* Exercise inputs
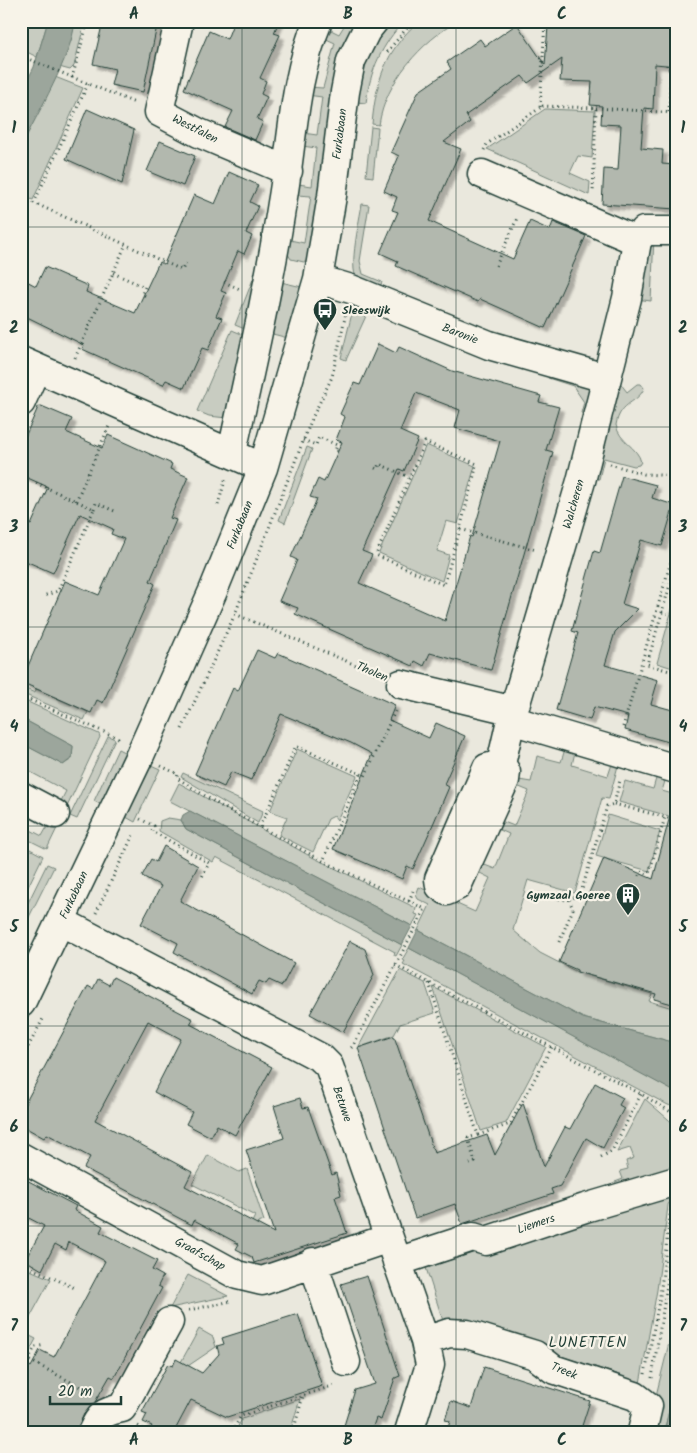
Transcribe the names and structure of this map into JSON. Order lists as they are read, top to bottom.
{
  "streets": {
    "street": [
      "Westfalen",
      "Furkabaan",
      "Baronie",
      "Walcheren",
      "Tholen",
      "Betuwe",
      "Liemers",
      "Graafschap",
      "Treek"
    ]
  },
  "crossings": [
    ["Furkabaan", "Baronie"],
    ["Baronie", "Walcheren"],
    ["Walcheren", "Tholen"],
    ["Betuwe", "Liemers"],
    ["Betuwe", "Graafschap"],
    ["Betuwe", "Treek"],
    ["Liemers", "Graafschap"]
  ],
  "districts": ["LUNETTEN"],
  "places": {
    "bus stop": ["Sleeswijk"],
    "building": ["Gymzaal Goeree"]
  },
  "scale_bar": "20 m",
  "grid": {
    "columns": ["A", "B", "C"],
    "rows": [
      "1",
      "2",
      "3",
      "4",
      "5",
      "6",
      "7"
    ]
  }
}
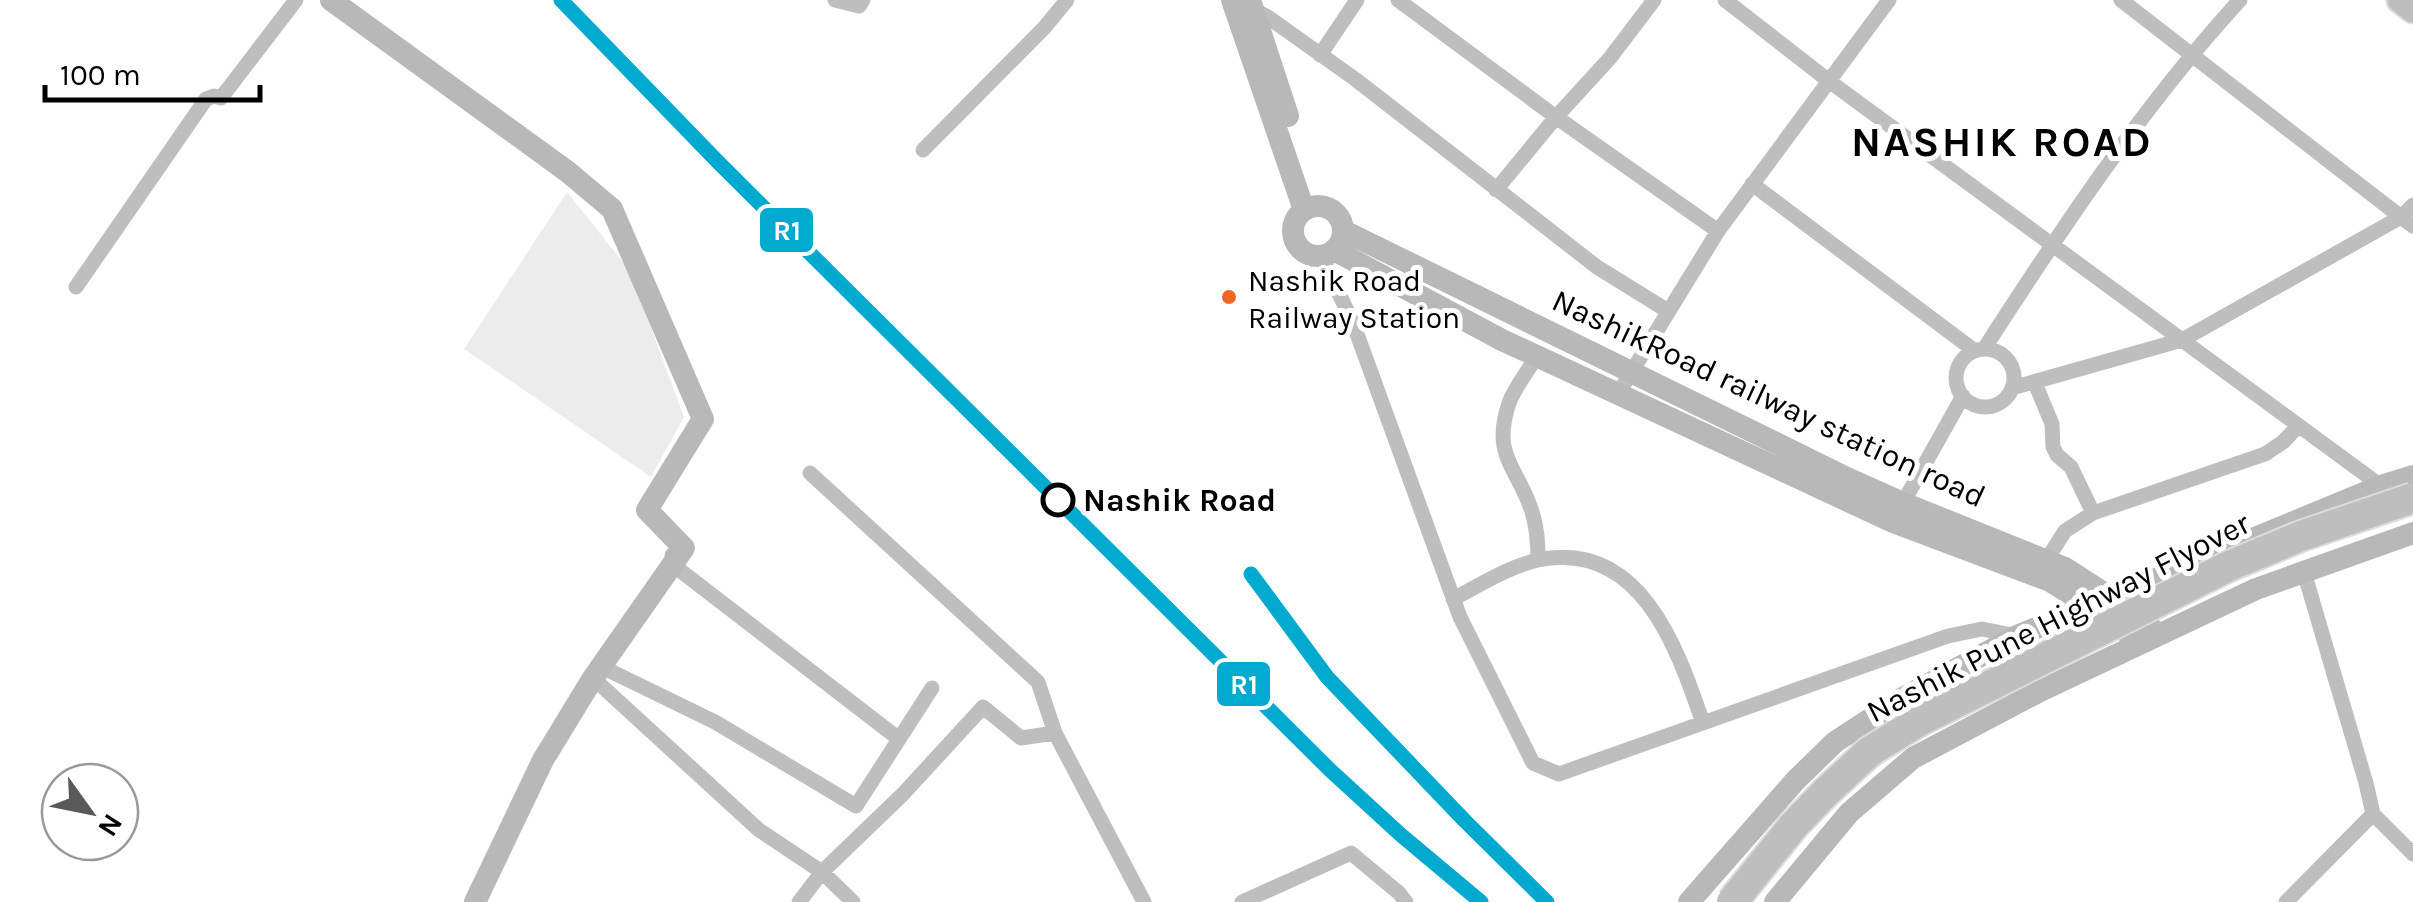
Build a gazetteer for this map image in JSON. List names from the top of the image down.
{
  "streets": {
    "highway": ["Nashik Pune Highway Flyover"],
    "main road": ["NashikRoad railway station road"]
  },
  "districts": ["NASHIK ROAD"],
  "places": ["Nashik Road Railway Station", "Nashik Road"],
  "lines": ["transit line R1"],
  "scale_bar": "100 m",
  "north": "bottom right"
}
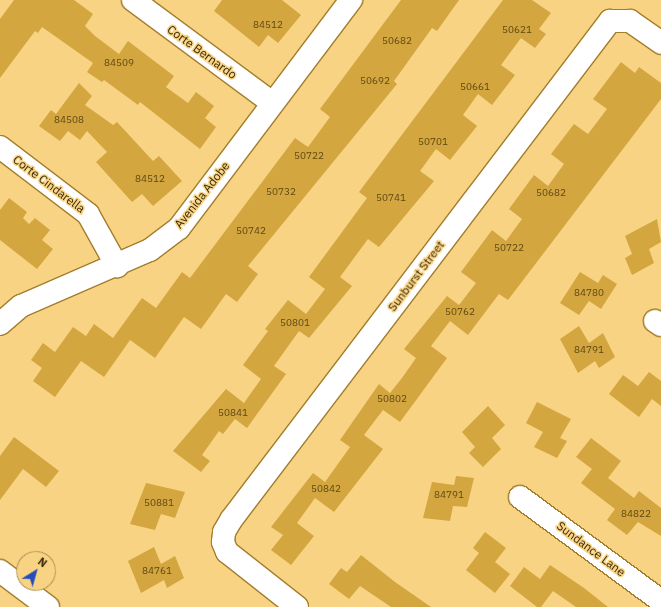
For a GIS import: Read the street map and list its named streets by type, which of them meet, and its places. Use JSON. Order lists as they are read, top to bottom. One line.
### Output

* Goal of the exercise
Your copy should hold only the lines from the one containing "Build a gazetteer" through the last line of the listing, both included, retyped exactly and free of pictures.

* Exercise answer
Build a gazetteer for this map image in JSON. List names from the top of the image down.
{
  "streets": {
    "highway": ["Nashik Pune Highway Flyover"],
    "main road": ["NashikRoad railway station road"]
  },
  "districts": ["NASHIK ROAD"],
  "places": ["Nashik Road Railway Station", "Nashik Road"],
  "lines": ["transit line R1"],
  "scale_bar": "100 m",
  "north": "bottom right"
}
For a GIS import: Read the street map and list its named streets by type, which of them meet, and its places. Use JSON. Order lists as they are read, top to bottom. One line.
### Output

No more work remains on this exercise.